Question: What are the supply schedule and the supply curve and how are they related?
Answer: A supply schedule shows how much of a product is supplied at a given price. The
supply curve is a graph representing the supply schedule. The supply curve slopes upward
because as a good sells for higher prices firms will expand production to make more money.

Question: Define the equilibrium of a market and describe the different forces that move the
market towards its equilibrium.

Answer: Equilibrium is a condition or state in which economic forces are balanced. The
different forces that move the market towards its equilibrium are shortage and surplus. If the
price is above the equilibrium price, sellers want to sell more than buyers want to buy, so there
is a surplus. Sellers try to increase their sales by cutting prices. That continues until they reach
the equilibrium price. If the price is below the equilibrium price, buyers want to buy more than
sellers want to sell, so there is a shortage. Sellers can raise their price without losing customers.
That continues until they reach the equilibrium price.

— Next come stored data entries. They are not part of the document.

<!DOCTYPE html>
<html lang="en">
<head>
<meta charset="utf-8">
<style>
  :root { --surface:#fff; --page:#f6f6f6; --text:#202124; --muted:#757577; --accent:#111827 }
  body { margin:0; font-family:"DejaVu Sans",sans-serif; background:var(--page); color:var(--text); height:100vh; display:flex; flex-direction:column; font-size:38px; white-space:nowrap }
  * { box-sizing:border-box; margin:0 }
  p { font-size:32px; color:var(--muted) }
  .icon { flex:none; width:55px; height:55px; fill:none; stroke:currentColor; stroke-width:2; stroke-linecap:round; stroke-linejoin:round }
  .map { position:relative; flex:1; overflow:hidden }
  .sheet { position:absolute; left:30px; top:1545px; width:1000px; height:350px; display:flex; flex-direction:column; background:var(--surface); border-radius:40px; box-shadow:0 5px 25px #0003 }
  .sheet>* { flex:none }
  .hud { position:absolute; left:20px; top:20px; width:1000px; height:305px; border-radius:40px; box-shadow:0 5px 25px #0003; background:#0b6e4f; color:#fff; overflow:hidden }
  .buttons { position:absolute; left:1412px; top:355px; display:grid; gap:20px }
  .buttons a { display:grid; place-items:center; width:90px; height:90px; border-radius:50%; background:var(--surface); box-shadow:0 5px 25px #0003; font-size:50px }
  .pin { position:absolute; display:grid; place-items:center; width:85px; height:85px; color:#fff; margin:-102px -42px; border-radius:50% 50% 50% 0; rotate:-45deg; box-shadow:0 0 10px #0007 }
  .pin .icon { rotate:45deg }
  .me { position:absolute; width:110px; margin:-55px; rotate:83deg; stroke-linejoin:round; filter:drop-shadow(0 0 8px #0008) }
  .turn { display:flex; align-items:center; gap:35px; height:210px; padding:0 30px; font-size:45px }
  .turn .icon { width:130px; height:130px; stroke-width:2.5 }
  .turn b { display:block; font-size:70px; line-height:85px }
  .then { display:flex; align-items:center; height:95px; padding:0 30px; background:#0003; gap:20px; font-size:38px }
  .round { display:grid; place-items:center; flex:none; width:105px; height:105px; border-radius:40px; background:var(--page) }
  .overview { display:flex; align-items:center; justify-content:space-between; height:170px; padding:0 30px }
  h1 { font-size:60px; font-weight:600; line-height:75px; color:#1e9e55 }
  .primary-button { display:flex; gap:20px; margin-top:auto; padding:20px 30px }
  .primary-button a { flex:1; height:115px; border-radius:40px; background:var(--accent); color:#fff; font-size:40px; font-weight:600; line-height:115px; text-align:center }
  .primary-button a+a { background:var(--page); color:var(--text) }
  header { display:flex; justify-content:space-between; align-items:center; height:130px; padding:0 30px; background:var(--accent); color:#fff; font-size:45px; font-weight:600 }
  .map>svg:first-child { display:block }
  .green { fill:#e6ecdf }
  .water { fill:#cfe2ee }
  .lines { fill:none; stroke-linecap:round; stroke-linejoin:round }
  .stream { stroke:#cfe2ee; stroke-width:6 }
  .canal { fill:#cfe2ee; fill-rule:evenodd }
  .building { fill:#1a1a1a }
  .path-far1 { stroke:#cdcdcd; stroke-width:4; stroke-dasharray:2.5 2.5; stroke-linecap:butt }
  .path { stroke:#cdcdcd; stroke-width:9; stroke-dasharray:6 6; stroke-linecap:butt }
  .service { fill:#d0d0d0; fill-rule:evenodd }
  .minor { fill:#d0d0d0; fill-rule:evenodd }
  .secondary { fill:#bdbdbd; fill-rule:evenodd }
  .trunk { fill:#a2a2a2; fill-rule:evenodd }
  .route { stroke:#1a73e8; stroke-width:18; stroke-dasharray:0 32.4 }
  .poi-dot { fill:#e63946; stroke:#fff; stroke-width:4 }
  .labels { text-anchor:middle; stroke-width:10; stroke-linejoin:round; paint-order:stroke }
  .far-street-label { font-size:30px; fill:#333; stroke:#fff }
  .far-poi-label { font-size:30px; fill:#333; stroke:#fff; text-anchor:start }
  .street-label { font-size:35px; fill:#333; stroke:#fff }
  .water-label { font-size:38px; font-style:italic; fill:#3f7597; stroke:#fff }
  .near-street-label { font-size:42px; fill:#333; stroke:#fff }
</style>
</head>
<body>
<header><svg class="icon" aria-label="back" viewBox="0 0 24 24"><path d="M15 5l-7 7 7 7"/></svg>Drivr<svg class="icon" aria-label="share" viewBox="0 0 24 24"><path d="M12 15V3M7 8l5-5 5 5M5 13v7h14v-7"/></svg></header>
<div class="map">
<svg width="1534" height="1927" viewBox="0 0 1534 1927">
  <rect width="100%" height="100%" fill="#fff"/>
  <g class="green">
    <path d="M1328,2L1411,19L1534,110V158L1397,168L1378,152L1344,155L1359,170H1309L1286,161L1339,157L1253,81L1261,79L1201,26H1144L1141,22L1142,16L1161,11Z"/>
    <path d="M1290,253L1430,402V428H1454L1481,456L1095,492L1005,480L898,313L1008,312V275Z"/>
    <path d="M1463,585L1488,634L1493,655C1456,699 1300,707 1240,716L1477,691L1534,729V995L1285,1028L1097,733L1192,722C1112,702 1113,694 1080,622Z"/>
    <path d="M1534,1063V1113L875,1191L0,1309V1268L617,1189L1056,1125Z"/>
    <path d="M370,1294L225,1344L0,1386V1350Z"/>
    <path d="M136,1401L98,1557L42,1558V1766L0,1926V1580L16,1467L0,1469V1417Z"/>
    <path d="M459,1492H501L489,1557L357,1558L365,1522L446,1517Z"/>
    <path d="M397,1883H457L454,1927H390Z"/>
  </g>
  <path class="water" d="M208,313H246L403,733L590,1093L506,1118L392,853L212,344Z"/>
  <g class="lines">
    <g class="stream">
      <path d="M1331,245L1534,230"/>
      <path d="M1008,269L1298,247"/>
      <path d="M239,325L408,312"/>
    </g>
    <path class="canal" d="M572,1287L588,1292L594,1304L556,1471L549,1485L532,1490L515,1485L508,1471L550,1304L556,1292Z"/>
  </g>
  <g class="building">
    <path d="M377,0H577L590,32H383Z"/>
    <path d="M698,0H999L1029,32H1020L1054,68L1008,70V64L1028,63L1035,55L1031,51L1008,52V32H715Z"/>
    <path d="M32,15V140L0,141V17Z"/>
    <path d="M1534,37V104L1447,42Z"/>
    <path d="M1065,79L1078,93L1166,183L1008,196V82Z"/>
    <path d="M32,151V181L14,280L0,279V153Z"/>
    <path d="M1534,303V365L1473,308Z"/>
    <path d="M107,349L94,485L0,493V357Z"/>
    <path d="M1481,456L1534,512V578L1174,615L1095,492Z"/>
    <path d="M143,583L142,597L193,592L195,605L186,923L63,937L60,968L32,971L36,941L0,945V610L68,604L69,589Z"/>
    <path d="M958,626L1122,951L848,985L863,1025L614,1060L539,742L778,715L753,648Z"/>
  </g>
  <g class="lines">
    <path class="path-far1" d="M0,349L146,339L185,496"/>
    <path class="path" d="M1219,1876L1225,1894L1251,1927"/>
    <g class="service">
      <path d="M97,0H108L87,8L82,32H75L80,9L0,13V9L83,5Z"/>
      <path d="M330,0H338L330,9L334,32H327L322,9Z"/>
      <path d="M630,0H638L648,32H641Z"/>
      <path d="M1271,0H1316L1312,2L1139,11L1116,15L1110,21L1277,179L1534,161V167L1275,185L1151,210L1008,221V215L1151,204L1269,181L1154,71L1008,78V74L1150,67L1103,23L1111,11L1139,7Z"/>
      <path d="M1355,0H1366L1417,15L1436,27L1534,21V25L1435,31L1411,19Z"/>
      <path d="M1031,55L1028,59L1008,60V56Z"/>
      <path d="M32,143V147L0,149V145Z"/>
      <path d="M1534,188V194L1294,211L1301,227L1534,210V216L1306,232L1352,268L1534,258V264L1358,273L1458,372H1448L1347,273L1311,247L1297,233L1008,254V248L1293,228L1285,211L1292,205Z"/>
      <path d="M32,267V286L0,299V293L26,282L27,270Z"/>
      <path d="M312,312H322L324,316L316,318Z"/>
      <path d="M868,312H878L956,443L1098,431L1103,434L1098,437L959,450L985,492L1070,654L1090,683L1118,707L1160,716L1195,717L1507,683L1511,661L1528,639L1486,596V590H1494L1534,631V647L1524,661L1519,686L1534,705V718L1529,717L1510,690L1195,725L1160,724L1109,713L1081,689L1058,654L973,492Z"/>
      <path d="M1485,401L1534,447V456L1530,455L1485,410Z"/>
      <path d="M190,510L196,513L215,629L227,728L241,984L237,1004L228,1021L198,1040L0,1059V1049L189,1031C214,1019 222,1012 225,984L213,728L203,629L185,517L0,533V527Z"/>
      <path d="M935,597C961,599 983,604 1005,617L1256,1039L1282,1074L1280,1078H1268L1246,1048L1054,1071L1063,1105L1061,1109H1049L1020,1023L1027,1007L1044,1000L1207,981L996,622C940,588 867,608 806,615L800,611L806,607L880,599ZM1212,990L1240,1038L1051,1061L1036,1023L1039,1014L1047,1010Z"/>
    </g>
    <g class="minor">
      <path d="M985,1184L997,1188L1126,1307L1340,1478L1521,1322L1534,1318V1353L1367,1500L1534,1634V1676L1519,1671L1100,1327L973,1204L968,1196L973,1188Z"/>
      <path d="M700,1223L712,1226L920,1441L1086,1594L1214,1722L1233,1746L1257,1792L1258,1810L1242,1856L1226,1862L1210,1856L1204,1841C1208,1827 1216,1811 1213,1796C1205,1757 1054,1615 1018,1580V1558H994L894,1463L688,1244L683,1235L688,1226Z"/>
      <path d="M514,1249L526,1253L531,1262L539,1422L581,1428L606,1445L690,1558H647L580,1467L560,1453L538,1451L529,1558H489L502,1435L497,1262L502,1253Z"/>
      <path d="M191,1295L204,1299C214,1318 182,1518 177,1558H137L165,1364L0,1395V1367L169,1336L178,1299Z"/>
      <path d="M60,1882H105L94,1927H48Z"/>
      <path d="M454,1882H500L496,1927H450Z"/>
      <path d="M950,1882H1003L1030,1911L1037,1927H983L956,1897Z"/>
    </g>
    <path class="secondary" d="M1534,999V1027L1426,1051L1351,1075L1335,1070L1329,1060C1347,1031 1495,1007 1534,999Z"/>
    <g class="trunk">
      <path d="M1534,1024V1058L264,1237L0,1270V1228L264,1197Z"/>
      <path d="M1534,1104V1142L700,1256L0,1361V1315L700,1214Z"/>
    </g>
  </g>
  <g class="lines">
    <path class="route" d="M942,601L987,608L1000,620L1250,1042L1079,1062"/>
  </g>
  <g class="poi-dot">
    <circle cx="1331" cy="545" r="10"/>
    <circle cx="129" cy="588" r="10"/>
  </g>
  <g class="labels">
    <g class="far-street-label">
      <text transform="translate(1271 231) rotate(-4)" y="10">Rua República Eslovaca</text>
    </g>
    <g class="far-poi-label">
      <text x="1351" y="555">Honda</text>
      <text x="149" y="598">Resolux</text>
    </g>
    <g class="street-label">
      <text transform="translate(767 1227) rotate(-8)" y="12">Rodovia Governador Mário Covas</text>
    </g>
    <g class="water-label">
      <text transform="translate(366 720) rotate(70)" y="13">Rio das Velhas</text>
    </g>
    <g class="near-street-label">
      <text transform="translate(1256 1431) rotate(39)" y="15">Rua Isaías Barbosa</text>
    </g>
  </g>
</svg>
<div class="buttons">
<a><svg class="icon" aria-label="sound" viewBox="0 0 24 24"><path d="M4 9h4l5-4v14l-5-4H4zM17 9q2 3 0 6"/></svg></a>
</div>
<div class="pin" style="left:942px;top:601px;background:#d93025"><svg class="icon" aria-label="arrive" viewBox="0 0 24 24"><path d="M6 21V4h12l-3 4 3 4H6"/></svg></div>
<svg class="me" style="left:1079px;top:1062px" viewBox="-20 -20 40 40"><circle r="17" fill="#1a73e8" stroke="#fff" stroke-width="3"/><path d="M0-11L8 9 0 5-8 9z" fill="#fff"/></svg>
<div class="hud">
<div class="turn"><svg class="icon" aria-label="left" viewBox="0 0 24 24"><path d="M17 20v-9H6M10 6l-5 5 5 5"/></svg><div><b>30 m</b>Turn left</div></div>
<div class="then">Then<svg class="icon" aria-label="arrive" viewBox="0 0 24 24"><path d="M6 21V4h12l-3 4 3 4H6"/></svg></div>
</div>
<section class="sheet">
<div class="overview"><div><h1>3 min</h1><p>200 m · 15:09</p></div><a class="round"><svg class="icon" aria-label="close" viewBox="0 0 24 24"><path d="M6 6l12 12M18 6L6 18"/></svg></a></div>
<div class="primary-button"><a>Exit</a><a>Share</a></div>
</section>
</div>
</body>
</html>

Question: What happens when governments impose price floors and price ceilings?

Answer: Price floors and price ceilings are imposed for price control they limit the price issued
by sellers making sure that sellers don't abuse their control over the price in some situations.
When governments impose price floors and price ceilings it prevents sellers from going over or
going under that price so that it stays close to the ever-changing equilibrium of the market.